The Compeed® Psoriasis Dressing is a non-sterile, hydrocolloid dressing marketed in Europe for the management of chronic plaque-type Psoriasis.

The provided text describes a 510(k) submission for the Compeed® Psoriasis Dressing. A 510(k) submission primarily demonstrates substantial equivalence to a predicate device rather than presenting new clinical study data with specific acceptance criteria and performance metrics. Therefore, aspects of your request, such as a table of acceptance criteria and reported device performance, sample sizes for test sets, expert-established ground truth, adjudication methods, MRMC studies, standalone performance, and ground truth for training sets, are not applicable to this document.

The document's focus is on comparing the new device to a legally marketed predicate device (Compeed® Athletic Dressing K883588) to establish substantial equivalence.

Here's a breakdown of what is available based on the provided text, and where your requested information is not applicable:

1. Table of Acceptance Criteria and Reported Device Performance:

• Acceptance Criteria: Not explicitly stated in terms of quantitative performance metrics for a clinical study. The acceptance criterion for a 510(k) is demonstrating "substantial equivalence" to a predicate device.
• Reported Device Performance: Not reported in terms of clinical outcomes or specific performance metrics that would typically come from a clinical trial. The comparison focuses on device composition, physical characteristics, and intended use as compared to the predicate.

2. Sample Size for the Test Set and Data Provenance:

• Sample Size: Not applicable. This document does not describe a clinical study with a test set of data.
• Data Provenance: Not applicable.

3. Number of Experts Used to Establish Ground Truth and Qualifications:

• Number of Experts/Qualifications: Not applicable. Ground truth establishment for a clinical study is not described.

4. Adjudication Method for the Test Set:

• Adjudication Method: Not applicable.

5. Multi-Reader Multi-Case (MRMC) Comparative Effectiveness Study:

• MRMC Study: No, an MRMC comparative effectiveness study was not done or reported in this document.

6. Standalone Performance:

• Standalone Performance: No, standalone (algorithm only without human-in-the-loop performance) was not done or reported. This device is a dressing, not an algorithm.

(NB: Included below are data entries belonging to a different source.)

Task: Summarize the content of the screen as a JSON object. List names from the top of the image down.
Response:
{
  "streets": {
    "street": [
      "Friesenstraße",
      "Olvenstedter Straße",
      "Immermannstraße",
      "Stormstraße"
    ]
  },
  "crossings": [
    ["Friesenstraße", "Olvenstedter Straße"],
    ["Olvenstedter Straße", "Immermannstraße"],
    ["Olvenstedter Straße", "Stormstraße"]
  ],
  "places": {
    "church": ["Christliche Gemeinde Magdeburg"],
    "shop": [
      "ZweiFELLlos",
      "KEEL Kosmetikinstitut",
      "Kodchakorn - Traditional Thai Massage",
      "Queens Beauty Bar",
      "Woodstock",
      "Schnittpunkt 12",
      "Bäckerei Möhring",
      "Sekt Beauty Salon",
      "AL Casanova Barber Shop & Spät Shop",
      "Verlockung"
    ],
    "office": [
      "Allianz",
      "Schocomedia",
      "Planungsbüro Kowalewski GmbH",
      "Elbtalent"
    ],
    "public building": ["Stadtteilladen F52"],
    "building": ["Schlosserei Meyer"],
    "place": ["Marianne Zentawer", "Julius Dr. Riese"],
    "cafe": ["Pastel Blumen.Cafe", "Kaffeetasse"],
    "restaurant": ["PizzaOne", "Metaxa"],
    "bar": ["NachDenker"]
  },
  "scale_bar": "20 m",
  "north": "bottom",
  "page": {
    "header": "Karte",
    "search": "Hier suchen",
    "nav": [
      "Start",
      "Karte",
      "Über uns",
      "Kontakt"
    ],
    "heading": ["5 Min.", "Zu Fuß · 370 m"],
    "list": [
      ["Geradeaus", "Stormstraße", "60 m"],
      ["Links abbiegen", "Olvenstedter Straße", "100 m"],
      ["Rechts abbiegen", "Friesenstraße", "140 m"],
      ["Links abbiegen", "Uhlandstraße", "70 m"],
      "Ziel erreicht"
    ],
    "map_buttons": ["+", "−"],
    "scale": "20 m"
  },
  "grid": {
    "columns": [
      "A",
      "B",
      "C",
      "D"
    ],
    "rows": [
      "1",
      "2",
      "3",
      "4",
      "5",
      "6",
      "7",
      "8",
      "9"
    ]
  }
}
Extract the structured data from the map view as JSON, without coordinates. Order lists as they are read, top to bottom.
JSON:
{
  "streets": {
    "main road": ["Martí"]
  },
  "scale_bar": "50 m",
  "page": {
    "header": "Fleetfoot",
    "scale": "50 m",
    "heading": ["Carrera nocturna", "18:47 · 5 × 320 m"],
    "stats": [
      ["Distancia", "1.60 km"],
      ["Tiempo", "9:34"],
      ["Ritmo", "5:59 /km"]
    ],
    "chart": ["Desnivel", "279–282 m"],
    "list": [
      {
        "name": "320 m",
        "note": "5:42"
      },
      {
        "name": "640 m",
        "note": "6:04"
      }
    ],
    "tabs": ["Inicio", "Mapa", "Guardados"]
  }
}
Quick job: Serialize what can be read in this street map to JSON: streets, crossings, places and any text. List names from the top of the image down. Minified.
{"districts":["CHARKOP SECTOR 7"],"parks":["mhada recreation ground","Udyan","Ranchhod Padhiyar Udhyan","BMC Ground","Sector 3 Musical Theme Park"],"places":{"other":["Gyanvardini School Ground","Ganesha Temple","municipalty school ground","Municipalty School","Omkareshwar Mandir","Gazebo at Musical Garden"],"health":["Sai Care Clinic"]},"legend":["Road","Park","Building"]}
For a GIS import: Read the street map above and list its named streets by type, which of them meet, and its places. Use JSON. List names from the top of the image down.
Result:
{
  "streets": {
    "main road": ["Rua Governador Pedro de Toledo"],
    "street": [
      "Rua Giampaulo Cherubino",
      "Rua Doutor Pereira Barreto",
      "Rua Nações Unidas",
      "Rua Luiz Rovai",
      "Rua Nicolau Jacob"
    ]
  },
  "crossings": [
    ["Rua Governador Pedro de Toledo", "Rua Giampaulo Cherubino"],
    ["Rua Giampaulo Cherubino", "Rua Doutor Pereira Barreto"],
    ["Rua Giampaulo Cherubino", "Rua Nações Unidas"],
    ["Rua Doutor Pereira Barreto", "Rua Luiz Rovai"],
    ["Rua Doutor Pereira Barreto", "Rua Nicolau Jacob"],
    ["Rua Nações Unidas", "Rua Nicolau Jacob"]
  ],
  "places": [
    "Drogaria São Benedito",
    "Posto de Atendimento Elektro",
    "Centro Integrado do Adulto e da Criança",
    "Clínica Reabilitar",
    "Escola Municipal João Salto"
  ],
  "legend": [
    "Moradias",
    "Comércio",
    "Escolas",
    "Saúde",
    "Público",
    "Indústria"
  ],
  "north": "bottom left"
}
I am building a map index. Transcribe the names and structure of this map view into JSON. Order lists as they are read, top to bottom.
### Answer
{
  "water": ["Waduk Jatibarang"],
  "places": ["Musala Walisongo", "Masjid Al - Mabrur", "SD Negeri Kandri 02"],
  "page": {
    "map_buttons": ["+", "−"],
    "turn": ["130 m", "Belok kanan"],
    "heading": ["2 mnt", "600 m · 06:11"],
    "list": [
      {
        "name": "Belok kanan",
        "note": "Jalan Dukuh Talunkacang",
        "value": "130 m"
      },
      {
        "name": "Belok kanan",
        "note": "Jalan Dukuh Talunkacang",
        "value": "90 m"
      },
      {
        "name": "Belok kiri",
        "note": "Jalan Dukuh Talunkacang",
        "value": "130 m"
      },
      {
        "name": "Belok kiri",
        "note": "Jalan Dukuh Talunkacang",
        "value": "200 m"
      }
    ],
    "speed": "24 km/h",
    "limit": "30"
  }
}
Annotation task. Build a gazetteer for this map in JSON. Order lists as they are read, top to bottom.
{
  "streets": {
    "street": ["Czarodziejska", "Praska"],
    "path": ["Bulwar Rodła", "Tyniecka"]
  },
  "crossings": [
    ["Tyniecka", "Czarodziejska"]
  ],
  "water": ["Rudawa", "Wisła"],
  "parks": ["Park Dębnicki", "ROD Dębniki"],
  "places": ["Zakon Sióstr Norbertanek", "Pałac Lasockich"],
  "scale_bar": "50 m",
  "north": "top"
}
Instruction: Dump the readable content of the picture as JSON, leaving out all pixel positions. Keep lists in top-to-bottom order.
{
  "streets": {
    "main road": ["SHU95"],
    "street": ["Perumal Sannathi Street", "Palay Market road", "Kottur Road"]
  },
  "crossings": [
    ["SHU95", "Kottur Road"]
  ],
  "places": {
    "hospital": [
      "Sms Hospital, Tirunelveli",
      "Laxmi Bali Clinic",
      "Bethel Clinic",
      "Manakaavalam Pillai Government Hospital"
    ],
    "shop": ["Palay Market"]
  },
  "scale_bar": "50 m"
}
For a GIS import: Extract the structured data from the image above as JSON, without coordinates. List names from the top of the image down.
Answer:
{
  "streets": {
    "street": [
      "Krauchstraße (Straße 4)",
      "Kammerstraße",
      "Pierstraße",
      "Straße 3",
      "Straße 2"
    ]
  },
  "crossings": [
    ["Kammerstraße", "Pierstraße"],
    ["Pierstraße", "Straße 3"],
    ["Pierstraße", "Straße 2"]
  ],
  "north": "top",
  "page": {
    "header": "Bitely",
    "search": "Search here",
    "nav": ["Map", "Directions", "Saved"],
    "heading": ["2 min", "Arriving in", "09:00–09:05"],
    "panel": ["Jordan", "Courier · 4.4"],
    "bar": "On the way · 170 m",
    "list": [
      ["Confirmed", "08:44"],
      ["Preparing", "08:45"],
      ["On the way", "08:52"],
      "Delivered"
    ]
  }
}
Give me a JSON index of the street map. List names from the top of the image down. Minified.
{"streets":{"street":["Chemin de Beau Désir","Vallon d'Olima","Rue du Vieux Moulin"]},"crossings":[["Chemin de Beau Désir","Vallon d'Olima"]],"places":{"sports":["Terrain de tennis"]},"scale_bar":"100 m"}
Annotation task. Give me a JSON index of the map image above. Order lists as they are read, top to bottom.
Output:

7. Type of Ground Truth Used:

• Type of Ground Truth: Not applicable. Clinical ground truth (e.g., pathology, outcomes data) for a new clinical study is not described. The "ground truth" for this 510(k) is the existing characteristics and performance of the predicate device.

8. Sample Size for the Training Set:

• Sample Size: Not applicable. This document does not describe a machine learning model or a training set.

9. How the Ground Truth for the Training Set Was Established:

• Ground Truth Establishment: Not applicable.

Summary derived from the document regarding substantial equivalence:

The Compeed® Psoriasis Dressing demonstrated substantial equivalence to the Compeed® Athletic Dressing (K883588). The comparison in Table 1 (provided in your input) highlights the similarities and differences.

Key points of equivalence and differences:

The FDA's letter (K982493) confirms the "substantial equivalence" determination, allowing the device to be marketed, provided it adheres to general controls and specific labeling limitations (e.g., cannot be labeled for third-degree burns, accelerated wound healing, or as artificial skin). The changed indications (from blister/callus prevention to psoriasis management) and minor design changes (shape, size, target location) were deemed not to raise new questions of safety or effectiveness when compared to the predicate device.